Thanks to Mao’s military acumen, the Red Army finally routed the Kuomintang troops. From January 15 to 17, 1935, the Political Bureau of the CPC Central Committee held a conference in Zunyi, a small city in Guizhou Province. Here Mao’s military strategy was acknowledged as being correct and his leadership over the Party and the Red Army was formally acknowledged.

Under Mao’s leadership, in 1949 the CPC liberated the nation and founded the People’s Republic of China, one of the most important chapters in the nation’s history.

A gifted leader, Mao rescued the Chinese revolution from near-failure and defeated an enemy previously thought to be undefeatable. He thus became an everlasting legend in human history.

A city hidden deep in the mountains, Zunyi is a popular tourist destination. Today, at the site of the Zunyi Conference stands a memorial hall. The building remains original in appearance, and the streets and lanes in front of and behind the building are paved with stone planks. Also, in order to maintain harmony with the memorial hall, the surrounding buildings were all reconstructed into low structures with the architectural style of northern Guizhou of the early 20th Century.

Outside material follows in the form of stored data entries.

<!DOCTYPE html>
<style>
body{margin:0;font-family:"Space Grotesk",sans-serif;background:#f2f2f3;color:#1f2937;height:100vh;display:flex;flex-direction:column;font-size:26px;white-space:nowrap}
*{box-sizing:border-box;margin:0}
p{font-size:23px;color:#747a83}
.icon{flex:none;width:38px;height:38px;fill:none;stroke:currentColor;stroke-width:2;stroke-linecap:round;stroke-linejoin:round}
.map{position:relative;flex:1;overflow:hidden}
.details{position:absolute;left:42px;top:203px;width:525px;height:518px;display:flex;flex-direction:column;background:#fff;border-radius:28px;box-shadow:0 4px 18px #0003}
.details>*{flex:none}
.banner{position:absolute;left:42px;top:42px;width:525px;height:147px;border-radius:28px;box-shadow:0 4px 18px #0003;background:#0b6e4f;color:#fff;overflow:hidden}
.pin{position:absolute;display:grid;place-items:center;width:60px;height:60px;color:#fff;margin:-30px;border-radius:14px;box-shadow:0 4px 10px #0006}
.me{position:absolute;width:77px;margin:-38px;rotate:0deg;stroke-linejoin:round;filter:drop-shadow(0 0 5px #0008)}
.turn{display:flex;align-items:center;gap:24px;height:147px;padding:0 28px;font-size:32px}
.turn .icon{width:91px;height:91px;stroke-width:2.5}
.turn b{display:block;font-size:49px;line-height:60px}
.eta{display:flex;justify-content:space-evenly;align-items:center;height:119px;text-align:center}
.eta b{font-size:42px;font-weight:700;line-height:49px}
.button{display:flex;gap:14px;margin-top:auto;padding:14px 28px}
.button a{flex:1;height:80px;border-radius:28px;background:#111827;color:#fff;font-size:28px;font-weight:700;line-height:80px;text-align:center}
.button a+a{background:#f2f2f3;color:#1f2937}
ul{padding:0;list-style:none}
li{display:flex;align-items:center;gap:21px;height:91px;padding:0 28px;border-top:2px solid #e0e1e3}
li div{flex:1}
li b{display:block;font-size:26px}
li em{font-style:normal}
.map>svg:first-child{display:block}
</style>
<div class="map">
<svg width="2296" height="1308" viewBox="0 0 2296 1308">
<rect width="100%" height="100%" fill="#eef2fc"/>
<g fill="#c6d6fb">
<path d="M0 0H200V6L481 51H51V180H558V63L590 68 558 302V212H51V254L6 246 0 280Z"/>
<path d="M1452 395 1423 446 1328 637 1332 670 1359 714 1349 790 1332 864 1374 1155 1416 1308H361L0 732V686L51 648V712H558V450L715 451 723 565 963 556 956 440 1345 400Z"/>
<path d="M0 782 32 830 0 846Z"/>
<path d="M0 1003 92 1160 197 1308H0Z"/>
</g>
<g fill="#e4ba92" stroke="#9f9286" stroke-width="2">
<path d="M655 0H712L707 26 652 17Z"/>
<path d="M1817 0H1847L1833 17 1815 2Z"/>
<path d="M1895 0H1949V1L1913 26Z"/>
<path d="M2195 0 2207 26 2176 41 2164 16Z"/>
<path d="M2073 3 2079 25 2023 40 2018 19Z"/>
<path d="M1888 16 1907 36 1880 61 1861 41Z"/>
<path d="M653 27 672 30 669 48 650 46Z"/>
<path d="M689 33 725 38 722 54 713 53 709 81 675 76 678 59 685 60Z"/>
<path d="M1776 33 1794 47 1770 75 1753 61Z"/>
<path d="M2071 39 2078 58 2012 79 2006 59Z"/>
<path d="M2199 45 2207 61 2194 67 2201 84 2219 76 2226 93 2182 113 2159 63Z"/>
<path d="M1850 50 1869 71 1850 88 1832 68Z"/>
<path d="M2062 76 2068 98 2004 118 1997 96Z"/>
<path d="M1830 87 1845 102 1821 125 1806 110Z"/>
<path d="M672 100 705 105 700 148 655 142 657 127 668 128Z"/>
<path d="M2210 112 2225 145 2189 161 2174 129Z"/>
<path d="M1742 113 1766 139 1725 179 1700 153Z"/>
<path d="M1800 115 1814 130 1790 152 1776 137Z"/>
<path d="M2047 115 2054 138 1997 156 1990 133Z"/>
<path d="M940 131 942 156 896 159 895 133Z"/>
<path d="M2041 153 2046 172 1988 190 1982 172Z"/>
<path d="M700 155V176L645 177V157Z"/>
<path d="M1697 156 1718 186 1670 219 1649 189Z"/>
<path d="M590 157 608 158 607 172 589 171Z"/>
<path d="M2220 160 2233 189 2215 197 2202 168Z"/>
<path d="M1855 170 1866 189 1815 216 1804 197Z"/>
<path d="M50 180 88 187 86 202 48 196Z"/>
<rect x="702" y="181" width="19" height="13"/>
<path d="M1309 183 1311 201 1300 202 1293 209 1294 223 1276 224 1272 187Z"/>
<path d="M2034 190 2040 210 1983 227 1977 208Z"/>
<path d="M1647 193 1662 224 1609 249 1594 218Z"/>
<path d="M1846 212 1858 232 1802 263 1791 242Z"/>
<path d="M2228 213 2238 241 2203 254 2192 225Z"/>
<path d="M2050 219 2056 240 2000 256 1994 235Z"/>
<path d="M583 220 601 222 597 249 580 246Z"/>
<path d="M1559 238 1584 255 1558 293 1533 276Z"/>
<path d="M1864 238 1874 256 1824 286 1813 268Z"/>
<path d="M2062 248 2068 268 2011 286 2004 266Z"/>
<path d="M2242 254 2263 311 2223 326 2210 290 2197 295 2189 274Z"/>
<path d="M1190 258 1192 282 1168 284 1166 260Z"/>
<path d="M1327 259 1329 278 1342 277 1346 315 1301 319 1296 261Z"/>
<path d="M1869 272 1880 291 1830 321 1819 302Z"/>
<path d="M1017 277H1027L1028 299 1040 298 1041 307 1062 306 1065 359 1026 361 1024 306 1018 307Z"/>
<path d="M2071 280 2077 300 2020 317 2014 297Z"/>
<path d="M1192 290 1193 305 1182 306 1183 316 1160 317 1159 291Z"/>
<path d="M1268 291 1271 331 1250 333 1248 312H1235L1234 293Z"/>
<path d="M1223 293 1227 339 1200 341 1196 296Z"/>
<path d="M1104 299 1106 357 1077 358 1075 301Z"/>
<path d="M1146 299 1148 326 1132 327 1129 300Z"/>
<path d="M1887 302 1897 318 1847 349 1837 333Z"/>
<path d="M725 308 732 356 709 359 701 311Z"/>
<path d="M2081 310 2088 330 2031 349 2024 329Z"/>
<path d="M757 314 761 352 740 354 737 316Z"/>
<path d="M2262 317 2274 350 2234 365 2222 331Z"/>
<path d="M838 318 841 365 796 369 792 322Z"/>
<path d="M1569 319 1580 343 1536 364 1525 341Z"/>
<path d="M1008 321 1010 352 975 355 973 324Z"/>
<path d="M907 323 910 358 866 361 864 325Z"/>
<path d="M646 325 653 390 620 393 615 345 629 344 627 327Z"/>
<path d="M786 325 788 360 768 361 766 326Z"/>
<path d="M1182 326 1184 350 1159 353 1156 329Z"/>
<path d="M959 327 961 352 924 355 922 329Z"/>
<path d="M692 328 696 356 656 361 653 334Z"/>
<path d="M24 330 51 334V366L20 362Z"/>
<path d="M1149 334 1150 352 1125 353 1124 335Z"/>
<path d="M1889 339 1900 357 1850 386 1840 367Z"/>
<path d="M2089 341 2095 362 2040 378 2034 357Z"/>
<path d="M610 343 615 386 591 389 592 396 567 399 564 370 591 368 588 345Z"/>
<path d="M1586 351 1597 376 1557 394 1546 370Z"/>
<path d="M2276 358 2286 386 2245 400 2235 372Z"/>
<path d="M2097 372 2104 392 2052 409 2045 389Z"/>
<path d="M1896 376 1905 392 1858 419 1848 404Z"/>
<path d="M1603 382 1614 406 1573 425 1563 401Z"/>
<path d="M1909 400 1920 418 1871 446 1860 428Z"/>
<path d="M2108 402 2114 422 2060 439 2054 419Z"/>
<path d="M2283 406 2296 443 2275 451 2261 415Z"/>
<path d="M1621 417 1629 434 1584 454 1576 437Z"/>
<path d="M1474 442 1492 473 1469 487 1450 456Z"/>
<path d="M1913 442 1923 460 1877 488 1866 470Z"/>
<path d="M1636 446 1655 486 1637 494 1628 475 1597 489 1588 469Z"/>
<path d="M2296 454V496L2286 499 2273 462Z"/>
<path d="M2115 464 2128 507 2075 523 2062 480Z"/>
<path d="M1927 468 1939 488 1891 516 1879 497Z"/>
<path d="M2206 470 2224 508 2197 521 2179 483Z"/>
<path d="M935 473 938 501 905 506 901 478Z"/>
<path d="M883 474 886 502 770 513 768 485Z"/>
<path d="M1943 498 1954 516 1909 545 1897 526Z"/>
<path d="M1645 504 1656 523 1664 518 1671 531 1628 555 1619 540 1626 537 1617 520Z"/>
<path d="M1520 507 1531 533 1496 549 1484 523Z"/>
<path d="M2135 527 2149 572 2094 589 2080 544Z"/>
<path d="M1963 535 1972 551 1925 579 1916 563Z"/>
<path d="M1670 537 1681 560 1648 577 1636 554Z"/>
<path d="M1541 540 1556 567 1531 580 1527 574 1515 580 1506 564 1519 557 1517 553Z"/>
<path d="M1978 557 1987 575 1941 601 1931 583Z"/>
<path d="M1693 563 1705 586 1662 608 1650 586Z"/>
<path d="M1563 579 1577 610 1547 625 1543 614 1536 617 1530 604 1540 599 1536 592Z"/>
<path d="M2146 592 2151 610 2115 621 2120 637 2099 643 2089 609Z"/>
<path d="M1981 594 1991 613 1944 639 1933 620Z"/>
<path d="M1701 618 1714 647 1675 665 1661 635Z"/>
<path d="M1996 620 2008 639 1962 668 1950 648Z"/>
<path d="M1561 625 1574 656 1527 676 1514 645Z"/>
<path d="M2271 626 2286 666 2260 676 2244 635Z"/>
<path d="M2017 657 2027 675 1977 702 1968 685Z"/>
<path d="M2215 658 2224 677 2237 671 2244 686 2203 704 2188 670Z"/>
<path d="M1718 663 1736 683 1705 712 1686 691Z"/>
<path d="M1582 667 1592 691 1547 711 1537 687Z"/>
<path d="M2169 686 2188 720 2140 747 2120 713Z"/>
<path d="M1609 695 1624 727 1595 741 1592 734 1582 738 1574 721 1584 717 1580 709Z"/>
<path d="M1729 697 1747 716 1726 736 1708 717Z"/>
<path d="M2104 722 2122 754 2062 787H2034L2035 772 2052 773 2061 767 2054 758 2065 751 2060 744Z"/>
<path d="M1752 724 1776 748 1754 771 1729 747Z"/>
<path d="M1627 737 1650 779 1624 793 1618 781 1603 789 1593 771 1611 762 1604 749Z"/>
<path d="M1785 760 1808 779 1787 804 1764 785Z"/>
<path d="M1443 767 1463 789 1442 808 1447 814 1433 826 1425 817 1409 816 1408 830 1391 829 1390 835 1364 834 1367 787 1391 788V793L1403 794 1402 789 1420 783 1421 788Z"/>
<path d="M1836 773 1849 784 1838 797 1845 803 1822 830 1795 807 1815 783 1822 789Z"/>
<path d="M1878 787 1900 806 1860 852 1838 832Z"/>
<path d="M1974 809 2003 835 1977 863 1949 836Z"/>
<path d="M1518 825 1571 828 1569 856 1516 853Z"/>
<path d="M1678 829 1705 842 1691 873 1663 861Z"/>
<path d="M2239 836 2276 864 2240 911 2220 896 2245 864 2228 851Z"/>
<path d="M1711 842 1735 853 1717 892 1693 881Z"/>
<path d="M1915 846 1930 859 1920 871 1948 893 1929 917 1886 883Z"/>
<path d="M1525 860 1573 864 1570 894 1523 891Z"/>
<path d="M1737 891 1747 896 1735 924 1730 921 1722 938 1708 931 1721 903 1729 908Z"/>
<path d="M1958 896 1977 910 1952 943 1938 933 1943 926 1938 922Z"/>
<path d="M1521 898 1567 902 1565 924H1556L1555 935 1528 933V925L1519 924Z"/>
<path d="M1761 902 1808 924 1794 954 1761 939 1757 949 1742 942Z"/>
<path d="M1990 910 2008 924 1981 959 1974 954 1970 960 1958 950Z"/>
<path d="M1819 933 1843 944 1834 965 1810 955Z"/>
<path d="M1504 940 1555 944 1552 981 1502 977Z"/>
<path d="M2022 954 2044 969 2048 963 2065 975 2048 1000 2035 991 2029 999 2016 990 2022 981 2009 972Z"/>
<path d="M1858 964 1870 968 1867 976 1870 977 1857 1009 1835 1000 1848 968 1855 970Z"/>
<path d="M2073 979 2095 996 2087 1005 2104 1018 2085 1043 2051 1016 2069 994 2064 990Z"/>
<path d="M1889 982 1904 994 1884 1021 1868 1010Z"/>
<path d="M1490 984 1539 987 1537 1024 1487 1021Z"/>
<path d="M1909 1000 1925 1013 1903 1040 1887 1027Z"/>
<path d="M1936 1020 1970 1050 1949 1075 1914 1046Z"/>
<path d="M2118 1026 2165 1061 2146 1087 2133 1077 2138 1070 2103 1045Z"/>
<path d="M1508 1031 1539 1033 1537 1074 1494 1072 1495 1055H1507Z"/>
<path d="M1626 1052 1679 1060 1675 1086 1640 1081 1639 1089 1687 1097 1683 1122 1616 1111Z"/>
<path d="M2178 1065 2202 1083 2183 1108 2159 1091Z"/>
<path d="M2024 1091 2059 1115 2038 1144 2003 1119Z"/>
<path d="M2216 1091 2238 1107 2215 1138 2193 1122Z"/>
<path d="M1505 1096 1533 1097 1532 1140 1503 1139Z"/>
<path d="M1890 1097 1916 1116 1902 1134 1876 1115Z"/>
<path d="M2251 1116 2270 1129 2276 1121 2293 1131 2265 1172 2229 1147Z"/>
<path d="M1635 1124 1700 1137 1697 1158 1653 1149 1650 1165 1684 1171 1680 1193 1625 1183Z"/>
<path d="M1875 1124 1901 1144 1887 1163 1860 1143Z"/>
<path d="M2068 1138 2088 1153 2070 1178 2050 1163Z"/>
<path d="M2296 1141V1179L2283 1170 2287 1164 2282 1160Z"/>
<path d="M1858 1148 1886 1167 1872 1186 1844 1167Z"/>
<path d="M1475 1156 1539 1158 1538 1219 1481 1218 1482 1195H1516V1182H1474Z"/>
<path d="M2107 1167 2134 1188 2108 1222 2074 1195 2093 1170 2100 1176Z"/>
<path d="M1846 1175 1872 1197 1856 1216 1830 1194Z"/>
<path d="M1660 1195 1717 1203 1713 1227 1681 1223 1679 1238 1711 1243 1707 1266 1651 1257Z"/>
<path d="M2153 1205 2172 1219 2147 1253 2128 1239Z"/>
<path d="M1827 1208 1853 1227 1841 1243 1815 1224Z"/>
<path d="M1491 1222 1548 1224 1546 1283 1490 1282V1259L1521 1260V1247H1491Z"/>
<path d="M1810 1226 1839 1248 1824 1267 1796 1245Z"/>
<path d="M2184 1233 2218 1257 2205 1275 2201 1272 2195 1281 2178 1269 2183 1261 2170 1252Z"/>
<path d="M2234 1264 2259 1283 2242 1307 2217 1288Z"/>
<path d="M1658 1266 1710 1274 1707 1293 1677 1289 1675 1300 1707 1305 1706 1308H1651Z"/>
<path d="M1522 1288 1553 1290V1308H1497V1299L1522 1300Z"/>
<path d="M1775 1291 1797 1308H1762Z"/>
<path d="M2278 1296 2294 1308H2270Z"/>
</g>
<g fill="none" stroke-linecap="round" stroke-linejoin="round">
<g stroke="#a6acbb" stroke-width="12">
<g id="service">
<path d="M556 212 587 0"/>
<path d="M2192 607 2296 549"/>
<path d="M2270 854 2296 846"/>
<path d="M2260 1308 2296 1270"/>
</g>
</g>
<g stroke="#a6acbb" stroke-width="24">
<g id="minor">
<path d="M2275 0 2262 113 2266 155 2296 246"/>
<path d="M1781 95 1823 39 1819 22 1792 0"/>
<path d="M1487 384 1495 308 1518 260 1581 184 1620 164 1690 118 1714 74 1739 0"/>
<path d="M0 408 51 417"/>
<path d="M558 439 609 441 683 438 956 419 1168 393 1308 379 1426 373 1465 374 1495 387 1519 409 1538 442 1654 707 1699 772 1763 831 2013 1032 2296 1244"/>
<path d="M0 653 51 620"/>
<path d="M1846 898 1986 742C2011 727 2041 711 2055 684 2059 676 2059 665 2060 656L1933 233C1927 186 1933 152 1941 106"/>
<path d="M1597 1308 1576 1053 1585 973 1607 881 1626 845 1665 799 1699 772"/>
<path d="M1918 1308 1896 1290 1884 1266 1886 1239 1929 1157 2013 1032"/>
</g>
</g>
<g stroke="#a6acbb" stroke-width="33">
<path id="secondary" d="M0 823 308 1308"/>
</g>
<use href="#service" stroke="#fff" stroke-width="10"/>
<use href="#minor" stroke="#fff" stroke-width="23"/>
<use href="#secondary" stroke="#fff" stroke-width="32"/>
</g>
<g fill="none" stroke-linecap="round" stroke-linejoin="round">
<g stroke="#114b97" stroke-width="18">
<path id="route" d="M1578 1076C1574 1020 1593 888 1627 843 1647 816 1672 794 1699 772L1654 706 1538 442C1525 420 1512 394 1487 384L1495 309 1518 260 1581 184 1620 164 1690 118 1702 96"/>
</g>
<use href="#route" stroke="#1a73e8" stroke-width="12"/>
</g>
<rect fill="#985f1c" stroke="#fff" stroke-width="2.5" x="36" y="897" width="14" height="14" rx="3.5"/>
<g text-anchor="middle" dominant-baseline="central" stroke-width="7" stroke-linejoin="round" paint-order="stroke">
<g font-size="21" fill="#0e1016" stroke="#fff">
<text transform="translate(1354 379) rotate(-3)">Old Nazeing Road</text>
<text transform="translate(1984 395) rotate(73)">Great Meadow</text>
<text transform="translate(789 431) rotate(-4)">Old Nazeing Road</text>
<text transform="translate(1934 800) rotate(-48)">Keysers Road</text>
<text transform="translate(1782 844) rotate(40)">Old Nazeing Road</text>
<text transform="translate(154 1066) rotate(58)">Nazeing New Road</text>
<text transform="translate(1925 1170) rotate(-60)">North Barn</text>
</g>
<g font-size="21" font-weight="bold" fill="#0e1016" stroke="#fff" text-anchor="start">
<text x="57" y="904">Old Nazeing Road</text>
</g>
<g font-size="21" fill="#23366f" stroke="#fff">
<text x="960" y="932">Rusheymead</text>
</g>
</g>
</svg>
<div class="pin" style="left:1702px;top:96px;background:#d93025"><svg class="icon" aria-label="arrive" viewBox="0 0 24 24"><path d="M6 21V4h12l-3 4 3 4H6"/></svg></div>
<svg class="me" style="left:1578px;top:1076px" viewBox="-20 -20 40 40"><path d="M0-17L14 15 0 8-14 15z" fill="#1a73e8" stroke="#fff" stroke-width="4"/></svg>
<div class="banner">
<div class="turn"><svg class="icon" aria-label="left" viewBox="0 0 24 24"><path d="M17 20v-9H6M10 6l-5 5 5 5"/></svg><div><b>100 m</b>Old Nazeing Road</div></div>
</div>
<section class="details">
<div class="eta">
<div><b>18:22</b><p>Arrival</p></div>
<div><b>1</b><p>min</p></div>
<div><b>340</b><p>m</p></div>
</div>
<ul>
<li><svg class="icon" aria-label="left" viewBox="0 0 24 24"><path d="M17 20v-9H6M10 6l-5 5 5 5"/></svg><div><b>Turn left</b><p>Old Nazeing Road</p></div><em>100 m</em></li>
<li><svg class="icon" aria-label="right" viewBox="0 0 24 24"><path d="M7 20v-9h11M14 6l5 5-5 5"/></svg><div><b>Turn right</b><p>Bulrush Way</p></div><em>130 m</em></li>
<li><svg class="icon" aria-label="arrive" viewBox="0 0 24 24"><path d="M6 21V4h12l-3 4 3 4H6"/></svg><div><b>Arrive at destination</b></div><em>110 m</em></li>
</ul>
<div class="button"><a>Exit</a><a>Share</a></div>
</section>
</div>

In addition, other memorials of the Long March, such as the Memorial Hall of Crossing the Chishui River Four Times and the Observatory in Loushan Pass Scenic Resort, have been restored and well preserved.

The areas around Zunyi have also long been renowned for liquor production. When passing by Maotai Town, near Zun-yi, during the Long March soldiers of the Red Army drank Moutai liquor and found that the potent elixir had curative properties. “Local residents presented homemade liquor to welcome us when we arrived at Maotai Town,” recalled Zhu De, then commander-in-chief of the Red Army. “Soldiers applied the liquor to their wounds and feet and found it could relieve pain and diminish inflammation. They also drank it to treat diarrhea. It was a great help for those of us who suffered an extreme shortage of medicine at that time. Thus, our success in the Long March was partly attributed to Moutai liquor.” After the founding of the People’s Republic of China, Moutai liquor was designated as the alcoholic beverage for state banquets. During his 1972 visit to China, former US president Richard M. Nixon spoke highly of the beverage.